Because the bypass channel 19 outside the actuator 20 is arranged, the actuator according to the invention 20 for different camps 10 be used. The dimensioning of the overflow channel 18 and the bypass channel 19 therefore have no significant influence on the design of the actuator 20 in the intermediate plate 15 , Thus, if a very strong reduction in the rigidity of the bearing is required 10 the bypass channel 19 be dimensioned larger. For another application where the reduction in the rigidity of the bearing 10 the bypass channel can then not be as large 19 can be dimensioned smaller without the construction of the actuator 20 needs to be changed.

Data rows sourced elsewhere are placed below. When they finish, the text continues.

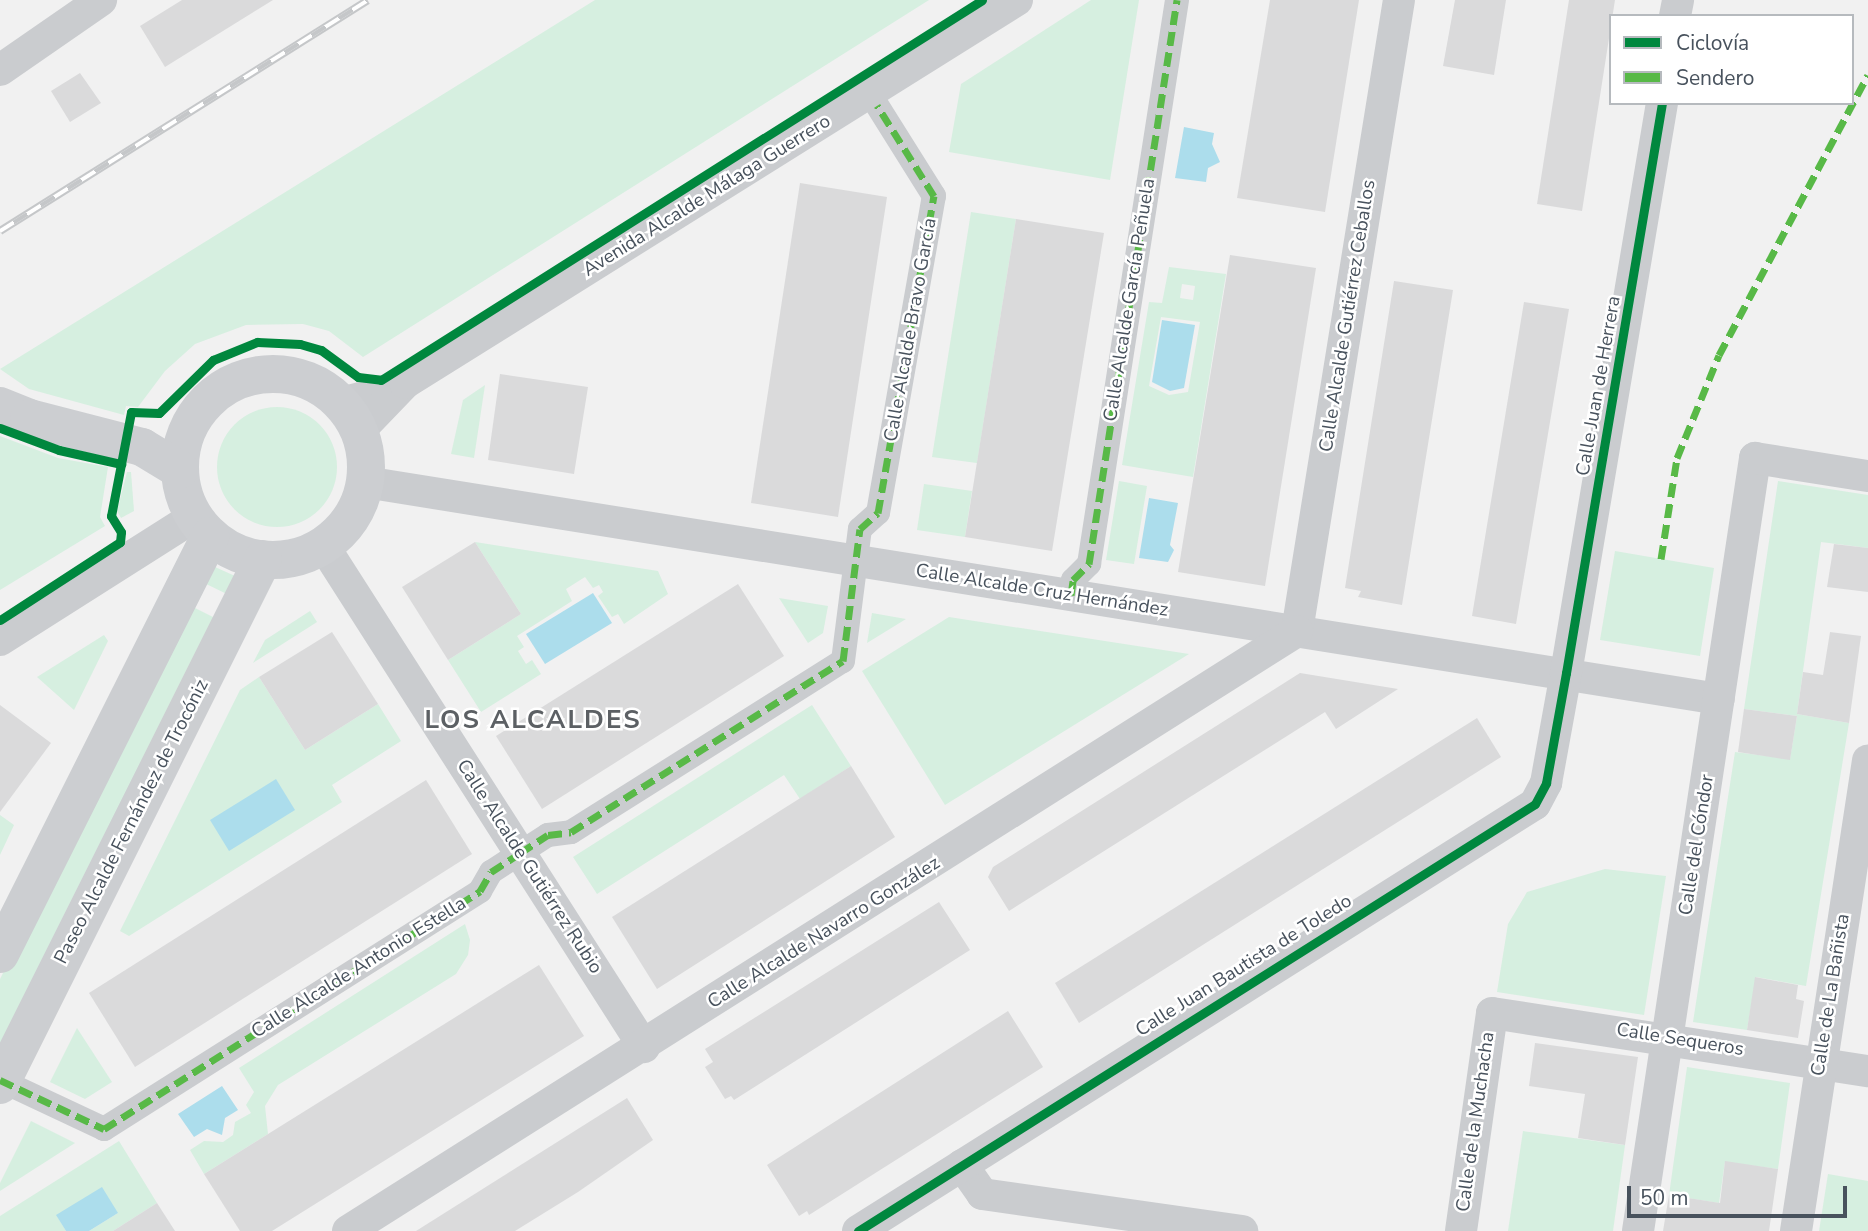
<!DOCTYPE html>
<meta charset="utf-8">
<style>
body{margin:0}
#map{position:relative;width:1868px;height:1231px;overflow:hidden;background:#f1f1f1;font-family:"Nunito Sans",sans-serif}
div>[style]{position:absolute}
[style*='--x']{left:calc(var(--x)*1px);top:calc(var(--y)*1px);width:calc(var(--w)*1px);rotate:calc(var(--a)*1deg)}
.green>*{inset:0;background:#d6efe0}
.round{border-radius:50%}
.water>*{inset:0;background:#acddec}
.building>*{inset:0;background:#dadadb}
.pedestrian>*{height:24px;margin:-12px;padding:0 12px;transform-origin:12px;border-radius:12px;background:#cacccf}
.minor>*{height:32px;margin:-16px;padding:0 16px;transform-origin:16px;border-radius:16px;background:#cacccf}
.secondary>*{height:38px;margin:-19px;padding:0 19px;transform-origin:19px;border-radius:19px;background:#ccced1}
.secondary>.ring{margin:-19px;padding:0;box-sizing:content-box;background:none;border:38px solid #ccced1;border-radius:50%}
.rail>*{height:8px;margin-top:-4px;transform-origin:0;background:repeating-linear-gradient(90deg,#fff 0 16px,#c5c7c9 0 32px);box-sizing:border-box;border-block:2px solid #c5c7c9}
.quiet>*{height:7px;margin-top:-3.5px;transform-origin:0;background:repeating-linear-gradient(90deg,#58b947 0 14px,transparent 0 21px)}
.cycleway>*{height:9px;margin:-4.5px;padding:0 4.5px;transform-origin:4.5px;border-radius:4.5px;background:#00873e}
span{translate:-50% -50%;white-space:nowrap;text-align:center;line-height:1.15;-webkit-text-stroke:5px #fff;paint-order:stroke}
.street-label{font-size:19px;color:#48525d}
.district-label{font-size:26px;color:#5c6064;font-weight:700;letter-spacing:2px}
.legend{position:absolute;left:1609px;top:14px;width:245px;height:91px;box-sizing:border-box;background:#fff;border:2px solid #b6babe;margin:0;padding:9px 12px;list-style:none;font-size:21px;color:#48525d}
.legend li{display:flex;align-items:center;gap:14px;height:35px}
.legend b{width:35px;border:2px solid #b6babe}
.scale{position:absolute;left:1627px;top:1186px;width:220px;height:32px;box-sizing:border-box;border:4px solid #48525d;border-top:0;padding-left:9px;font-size:21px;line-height:24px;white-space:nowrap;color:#48525d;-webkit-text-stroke:5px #fff;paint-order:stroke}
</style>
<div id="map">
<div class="green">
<div style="clip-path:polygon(595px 0,929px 0,363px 357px,329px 331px,303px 324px,246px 325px,195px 344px,165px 371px,138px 407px,126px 406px,124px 415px,29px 389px,0 369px)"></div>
<div style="clip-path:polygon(1091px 0,1139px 0,1110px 180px,949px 152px,961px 84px)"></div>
<div style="clip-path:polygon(971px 212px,1016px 219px,977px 463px,932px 457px)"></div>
<div style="clip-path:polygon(evenodd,1169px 267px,1226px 274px,1193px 477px,1122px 465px,1149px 302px,1162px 303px,1169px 267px,1182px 284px,1195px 286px,1193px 300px,1180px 298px,1182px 284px,1169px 267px,1161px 317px,1200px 322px,1188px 392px,1169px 395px,1149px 386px,1161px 317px)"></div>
<div style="clip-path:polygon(485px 385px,474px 458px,451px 454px,463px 400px)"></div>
<div class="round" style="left:217px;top:407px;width:120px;height:120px"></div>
<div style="clip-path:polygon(0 436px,58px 458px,108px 467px,100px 517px,105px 526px,0 590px)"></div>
<div style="clip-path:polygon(127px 472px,131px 472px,134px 511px,121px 518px,117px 511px)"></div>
<div style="clip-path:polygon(1119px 481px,1147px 486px,1134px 564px,1106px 560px)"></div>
<div style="clip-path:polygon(1778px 481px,1868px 495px,1868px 548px,1821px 542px,1797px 714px,1849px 723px,1806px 986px,1756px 977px,1747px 1030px,1693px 1022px,1735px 752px,1790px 759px,1797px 716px,1744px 709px)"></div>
<div style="clip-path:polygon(924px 484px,972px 491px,965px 537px,917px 530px)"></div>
<div style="clip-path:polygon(475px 542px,658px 571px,668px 594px,624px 624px,618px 614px,612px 617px,598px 596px,603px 592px,599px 585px,593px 588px,585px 577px,566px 589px,572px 601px,517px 636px,524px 647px,518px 651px,526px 664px,532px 660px,541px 674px,481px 712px,448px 660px,521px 614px)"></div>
<div style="clip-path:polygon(1615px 551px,1714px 568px,1700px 656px,1600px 640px)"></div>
<div style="clip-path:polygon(215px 567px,235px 576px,233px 597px,200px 581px)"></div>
<div style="clip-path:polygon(779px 598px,828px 606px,823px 633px,808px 643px)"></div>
<div style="clip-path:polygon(187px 604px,221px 621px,0 1060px,0 979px)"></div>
<div style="clip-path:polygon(310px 611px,317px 622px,253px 663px,265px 640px)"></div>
<div style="clip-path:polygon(872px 613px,906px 619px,867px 643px)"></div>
<div style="clip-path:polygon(949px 617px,1189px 654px,945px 805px,862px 671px)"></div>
<div style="clip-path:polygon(104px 635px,108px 641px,74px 710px,37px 677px)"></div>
<div style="clip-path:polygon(259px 677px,305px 750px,378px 704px,401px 741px,332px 785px,342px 802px,129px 936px,120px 931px,240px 690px)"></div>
<div style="clip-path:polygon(812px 705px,851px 766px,800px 799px,784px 775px,597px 894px,573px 857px)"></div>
<div style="clip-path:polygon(0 815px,14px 825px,0 855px)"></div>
<div style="clip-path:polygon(1605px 869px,1666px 876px,1644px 1015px,1497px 992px,1508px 924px,1527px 892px)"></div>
<div style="clip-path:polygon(465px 924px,470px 940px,468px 955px,456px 974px,278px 1085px,265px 1106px,268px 1134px,204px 1174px,190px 1150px,204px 1141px,223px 1142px,233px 1135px,235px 1122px,251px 1113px,246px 1105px,254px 1092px,239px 1068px)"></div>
<div style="clip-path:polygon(77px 1028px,112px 1082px,85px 1099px,50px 1082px)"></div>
<div style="clip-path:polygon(1687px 1067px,1790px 1083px,1778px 1169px,1725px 1162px,1719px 1203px,1669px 1195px)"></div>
<div style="clip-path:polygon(31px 1121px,75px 1143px,0 1191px,0 1183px)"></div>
<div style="clip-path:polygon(1523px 1131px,1625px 1145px,1613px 1231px,1508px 1231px)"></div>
<div style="clip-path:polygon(119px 1141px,157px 1203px,113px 1231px,89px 1231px,118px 1213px,57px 1216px,66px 1231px,0 1231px,0 1216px)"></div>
<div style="clip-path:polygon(1828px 1174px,1868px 1181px,1868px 1231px,1819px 1231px)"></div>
</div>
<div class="water">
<div style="clip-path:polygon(1184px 127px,1214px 133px,1212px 144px,1220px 162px,1208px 168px,1206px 182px,1175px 178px)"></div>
<div style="clip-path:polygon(1162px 320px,1195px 325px,1184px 388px,1170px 391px,1152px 382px)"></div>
<div style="clip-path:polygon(1149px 498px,1178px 503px,1170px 545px,1174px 550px,1168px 562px,1139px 558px)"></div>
<div style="clip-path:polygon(593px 593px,612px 623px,545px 664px,526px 634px)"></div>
<div style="clip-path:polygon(276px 779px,295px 810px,229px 851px,210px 820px)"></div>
<div style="clip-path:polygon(222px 1086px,238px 1110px,225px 1118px,222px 1135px,207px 1129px,194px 1137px,178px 1114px)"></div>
<div style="clip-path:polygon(102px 1187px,118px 1213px,89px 1231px,66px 1231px,56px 1215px)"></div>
</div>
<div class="building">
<div style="clip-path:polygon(182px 0,273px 0,165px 67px,140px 26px)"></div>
<div style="clip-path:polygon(1270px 0,1359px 0,1325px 212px,1237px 198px)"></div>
<div style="clip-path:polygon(1455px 0,1506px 0,1494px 75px,1443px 66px)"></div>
<div style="clip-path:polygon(1569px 0,1615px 0,1582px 211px,1537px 204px)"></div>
<div style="clip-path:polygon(80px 73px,101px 103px,70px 122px,51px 91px)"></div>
<div style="clip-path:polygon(800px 183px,887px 197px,838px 517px,751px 503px)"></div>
<div style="clip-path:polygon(1016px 219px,1104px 233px,1052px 551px,965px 537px)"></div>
<div style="clip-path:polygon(1230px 255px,1316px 268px,1265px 586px,1178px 572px)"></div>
<div style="clip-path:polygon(1394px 281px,1453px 290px,1402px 605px,1358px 597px,1361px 591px,1345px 588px)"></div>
<div style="clip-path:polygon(1524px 302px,1569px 309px,1516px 624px,1472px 616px)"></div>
<div style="clip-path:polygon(500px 374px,588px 387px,574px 474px,488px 460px)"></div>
<div style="clip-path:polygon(475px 542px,521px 614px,448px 660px,402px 587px)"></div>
<div style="clip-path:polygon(1834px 544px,1868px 548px,1868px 592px,1827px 587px)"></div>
<div style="clip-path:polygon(738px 584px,784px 656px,542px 809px,496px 736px)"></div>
<div style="clip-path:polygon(332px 632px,378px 704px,305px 750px,259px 677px)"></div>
<div style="clip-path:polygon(1830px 632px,1861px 636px,1849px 723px,1797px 714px,1803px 672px,1823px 675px)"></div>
<div style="clip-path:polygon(1300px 673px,1398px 689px,1336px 729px,1325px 712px,1009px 911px,988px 877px,993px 867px)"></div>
<div style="clip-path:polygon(0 705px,51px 743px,0 812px)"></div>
<div style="clip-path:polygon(1744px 709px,1797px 716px,1790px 760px,1738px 752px)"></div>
<div style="clip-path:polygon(1477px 718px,1501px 757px,1079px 1023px,1055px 983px)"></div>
<div style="clip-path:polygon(851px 766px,895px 837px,657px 989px,612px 917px)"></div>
<div style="clip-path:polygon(426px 780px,472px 854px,135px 1067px,89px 993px)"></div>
<div style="clip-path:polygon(939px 902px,970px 950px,734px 1100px,731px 1096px,725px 1099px,705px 1067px,713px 1062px,705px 1049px)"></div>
<div style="clip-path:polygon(539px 965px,584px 1036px,272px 1231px,240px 1231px,204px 1174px)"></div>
<div style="clip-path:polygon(1755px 977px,1798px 985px,1796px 999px,1804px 1001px,1798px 1038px,1747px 1030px)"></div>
<div style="clip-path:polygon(1008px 1011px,1043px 1067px,809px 1215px,807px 1211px,799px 1216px,767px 1165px)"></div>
<div style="clip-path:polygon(1535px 1043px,1638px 1057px,1625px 1145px,1578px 1138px,1585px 1094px,1529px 1086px)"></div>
<div style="clip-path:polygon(627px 1098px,653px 1140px,578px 1192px,515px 1231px,416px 1231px)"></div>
<div style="clip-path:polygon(1725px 1161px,1778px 1169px,1769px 1231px,1663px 1231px,1669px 1195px,1720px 1203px)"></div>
<div style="clip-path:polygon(157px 1203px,175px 1231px,113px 1231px)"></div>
</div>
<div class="pedestrian">
<div style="--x:1071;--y:595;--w:15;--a:-82"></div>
<div style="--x:1073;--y:580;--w:23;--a:-45"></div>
<div style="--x:1089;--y:564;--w:571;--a:-81.13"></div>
<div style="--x:0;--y:1080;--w:115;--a:25.2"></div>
<div style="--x:104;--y:1129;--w:445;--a:-32.3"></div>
<div style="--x:480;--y:891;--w:22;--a:-60"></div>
<div style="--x:491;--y:872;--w:35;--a:-33"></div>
<div style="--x:520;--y:853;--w:33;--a:-33"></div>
<div style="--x:548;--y:835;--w:23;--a:-7"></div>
<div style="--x:571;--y:832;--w:321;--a:-32.2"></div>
<div style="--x:843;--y:661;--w:133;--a:-82.7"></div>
<div style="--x:860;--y:529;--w:24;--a:-42"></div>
<div style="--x:878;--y:513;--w:322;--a:-80"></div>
<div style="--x:934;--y:196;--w:107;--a:-122.1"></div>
</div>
<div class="minor">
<div style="--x:1675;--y:16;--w:16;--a:-79"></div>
<div style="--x:0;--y:70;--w:123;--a:-34.7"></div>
<div style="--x:341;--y:403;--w:56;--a:-14.5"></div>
<div style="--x:359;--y:431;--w:66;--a:-46.2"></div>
<div style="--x:405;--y:383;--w:722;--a:-32.04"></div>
<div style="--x:365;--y:482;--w:1371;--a:9.11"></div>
<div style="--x:323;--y:545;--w:596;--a:57.4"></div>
<div style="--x:1297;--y:631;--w:639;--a:-80.82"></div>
<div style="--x:0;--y:640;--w:230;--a:-32.4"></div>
<div style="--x:962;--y:1165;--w:35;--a:55"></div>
<div style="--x:982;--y:1194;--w:263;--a:8.1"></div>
<div style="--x:348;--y:1231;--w:1123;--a:-32.3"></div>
<div style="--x:858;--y:1231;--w:800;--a:-32.24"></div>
<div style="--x:1535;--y:804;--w:24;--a:-62"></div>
<div style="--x:1546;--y:783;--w:112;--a:-79.7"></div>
<div style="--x:1566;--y:673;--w:578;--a:-80.44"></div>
<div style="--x:1461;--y:1231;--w:220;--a:-81.9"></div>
<div style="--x:1492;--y:1013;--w:380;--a:8.8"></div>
<div style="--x:1638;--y:1231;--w:782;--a:-81.39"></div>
<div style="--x:1755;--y:458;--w:114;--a:9.1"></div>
<div style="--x:1796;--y:1231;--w:476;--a:-81.3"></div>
</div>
<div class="secondary">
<div class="ring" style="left:180px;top:374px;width:148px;height:148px"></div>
<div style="--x:0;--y:406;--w:31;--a:22"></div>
<div style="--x:29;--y:418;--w:117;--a:14.4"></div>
<div style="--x:142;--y:447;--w:44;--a:31.2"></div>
<div style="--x:0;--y:954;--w:468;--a:-63.3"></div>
<div style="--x:0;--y:1085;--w:588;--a:-63.43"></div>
</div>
<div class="rail">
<div style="--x:0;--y:231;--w:434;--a:-32.1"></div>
</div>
<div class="quiet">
<div style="--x:1661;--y:559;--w:102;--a:-81"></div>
<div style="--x:1677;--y:458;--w:111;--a:-67.8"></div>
<div style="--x:1719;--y:355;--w:317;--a:-62"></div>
<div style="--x:1071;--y:595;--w:15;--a:-82"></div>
<div style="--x:1073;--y:580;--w:23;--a:-45"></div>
<div style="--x:1089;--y:564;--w:571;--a:-81.13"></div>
<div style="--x:0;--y:1080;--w:115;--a:25.2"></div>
<div style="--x:104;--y:1129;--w:445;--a:-32.3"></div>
<div style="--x:480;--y:891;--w:22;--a:-60"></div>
<div style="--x:491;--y:872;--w:35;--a:-33"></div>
<div style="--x:520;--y:853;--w:33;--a:-33"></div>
<div style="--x:548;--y:835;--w:23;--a:-7"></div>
<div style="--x:571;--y:832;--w:321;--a:-32.2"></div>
<div style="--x:843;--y:661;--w:133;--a:-82.7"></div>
<div style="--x:860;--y:529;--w:24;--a:-42"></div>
<div style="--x:878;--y:513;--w:322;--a:-80"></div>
<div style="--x:934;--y:196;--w:107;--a:-122.1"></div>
</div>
<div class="cycleway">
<div style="--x:0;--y:428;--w:63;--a:20.4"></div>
<div style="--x:59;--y:450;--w:64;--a:12.7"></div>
<div style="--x:0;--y:620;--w:143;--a:-33"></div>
<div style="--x:120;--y:542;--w:10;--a:-84"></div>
<div style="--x:121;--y:532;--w:19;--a:-122"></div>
<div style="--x:111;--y:516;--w:106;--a:-79.1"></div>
<div style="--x:131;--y:412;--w:28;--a:2"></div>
<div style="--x:159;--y:413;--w:76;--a:-44.5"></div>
<div style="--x:213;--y:360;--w:48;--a:-22.2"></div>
<div style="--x:257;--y:342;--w:43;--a:2.7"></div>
<div style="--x:300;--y:344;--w:22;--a:16"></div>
<div style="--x:321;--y:350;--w:46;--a:36.1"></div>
<div style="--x:358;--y:377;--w:23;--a:7"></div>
<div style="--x:381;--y:380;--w:711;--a:-32.3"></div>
<div style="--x:858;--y:1231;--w:800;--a:-32.24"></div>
<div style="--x:1535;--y:804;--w:24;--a:-62"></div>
<div style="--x:1546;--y:783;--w:112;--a:-79.7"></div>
<div style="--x:1566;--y:673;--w:578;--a:-80.44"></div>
</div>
<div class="street-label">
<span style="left:707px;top:196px;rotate:-32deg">Avenida Alcalde Málaga Guerrero</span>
<span style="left:1130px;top:300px;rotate:-81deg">Calle Alcalde García Peñuela</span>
<span style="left:1348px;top:316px;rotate:-81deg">Calle Alcalde Gutiérrez Ceballos</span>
<span style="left:911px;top:330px;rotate:-80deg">Calle Alcalde Bravo García</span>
<span style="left:1599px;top:386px;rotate:-80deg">Calle Juan de Herrera</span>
<span style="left:1042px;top:591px;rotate:9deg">Calle Alcalde Cruz Hernández</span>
<span style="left:132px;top:822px;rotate:-63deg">Paseo Alcalde Fernández de Trocóniz</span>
<span style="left:1697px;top:845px;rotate:-81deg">Calle del Cóndor</span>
<span style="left:529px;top:867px;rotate:57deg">Calle Alcalde Gutiérrez Rubio</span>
<span style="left:824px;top:933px;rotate:-32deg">Calle Alcalde Navarro González</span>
<span style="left:1244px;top:966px;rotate:-32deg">Calle Juan Bautista de Toledo</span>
<span style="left:359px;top:968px;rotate:-32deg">Calle Alcalde Antonio Estella</span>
<span style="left:1831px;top:995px;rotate:-81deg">Calle de La Bañista</span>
<span style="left:1680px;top:1040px;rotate:9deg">Calle Sequeros</span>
<span style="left:1476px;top:1122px;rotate:-82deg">Calle de la Muchacha</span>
</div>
<div class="district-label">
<span style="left:533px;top:720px">LOS ALCALDES</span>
</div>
<ul class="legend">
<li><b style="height:9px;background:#00873e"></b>Ciclovía</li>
<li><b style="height:9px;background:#58b947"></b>Sendero</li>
</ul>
<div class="scale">50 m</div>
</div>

The actuator 22 can also be designed as an electric motor, which is connected, for example, to a threaded or pay rod, which in turn is connected to the hollow cylindrical sliding sleeve 28 is coupled so that the sliding sleeve by the electric motor 28 can be moved up or down.

10

camp

11

suspension spring

12

bearing core

13

working chamber

14

compensation chamber

15

intermediate plate

16

balancing valve

17

bearing housing

18

overflow

18a

entrance opening

18b

output port

19

bypass channel

19a

Bypass channel segment

19b

Bypass channel segment

19c

Bypass channel segment

20

actuator

21

actuator

22

actuator

23

Return spring

24

electromagnet

25

yoke

26

flapper

27

opening

28

sliding sleeve

29

anchor plate

30

guide pins

31

drilling

32

central bore

33

drilling

Claims (10)

Hydraulic damping bearing ( 10 ) with a working chamber ( 13 ) and a compensation chamber ( 14 ), which is filled with a hydraulically damping liquid and passed through an intermediate plate ( 15 ) are separated from each other, whereby the working chamber ( 13 ) and the compensation chamber ( 14 ) through an overflow channel ( 18 ) and a bypass channel ( 19 ) are coupled to one another by an actuator ( 20 ) can be released and closed, characterized in that the bypass channel ( 19 ) outside the actuator ( 20 ) is arranged. Bearing according to claim 1, characterized in that the actuator ( 20 ) an actuator ( 21 ) and an electromagnetic actuator ( 22 ) and the actuator ( 21 ) with the actuator ( 22 ) and with one the bypass channel ( 19 ) releasing or closing baffle plate ( 26 ) interacts. Bearing according to claim 2, characterized in that the actuator ( 21 ) as a hollow cylindrical sliding sleeve ( 28 ) is formed, which has a radially inwardly projecting end anchor plate ( 29 ) having. Bearing according to claims 2 and 3, characterized characterized that the actuator ( 22 ) centrally within the diameter of the sliding sleeve ( 28 ) is arranged. Bearing according to claim 2, characterized in that the actuator ( 22 ) as an electromagnetic coil ( 24 ) is trained. Bearing according to claim 2, characterized in that the actuator ( 22 ) and the actuator ( 21 ) in the intermediate plate ( 15 ) are included. Bearing according to claim 2, characterized in that the actuator ( 21 ) a central guide pin ( 30 ), which in an assigned hole ( 31 ) the intermediate plate ( 15 ) is performed. Bearing according to claim 2, characterized in that the actuator ( 21 ) a return spring ( 23 ) assigned. Bearing according to claim 2, characterized in that the anchor plate ( 29 ) of the actuator ( 21 ) holes offset in the circumferential direction ( 33 ) having. Bearing according to claim 1, characterized in that the bypass channel ( 19 ) segment-like areas ( 19a . 19b . 19c ) which, in the intermediate plate ( 15 ) are introduced.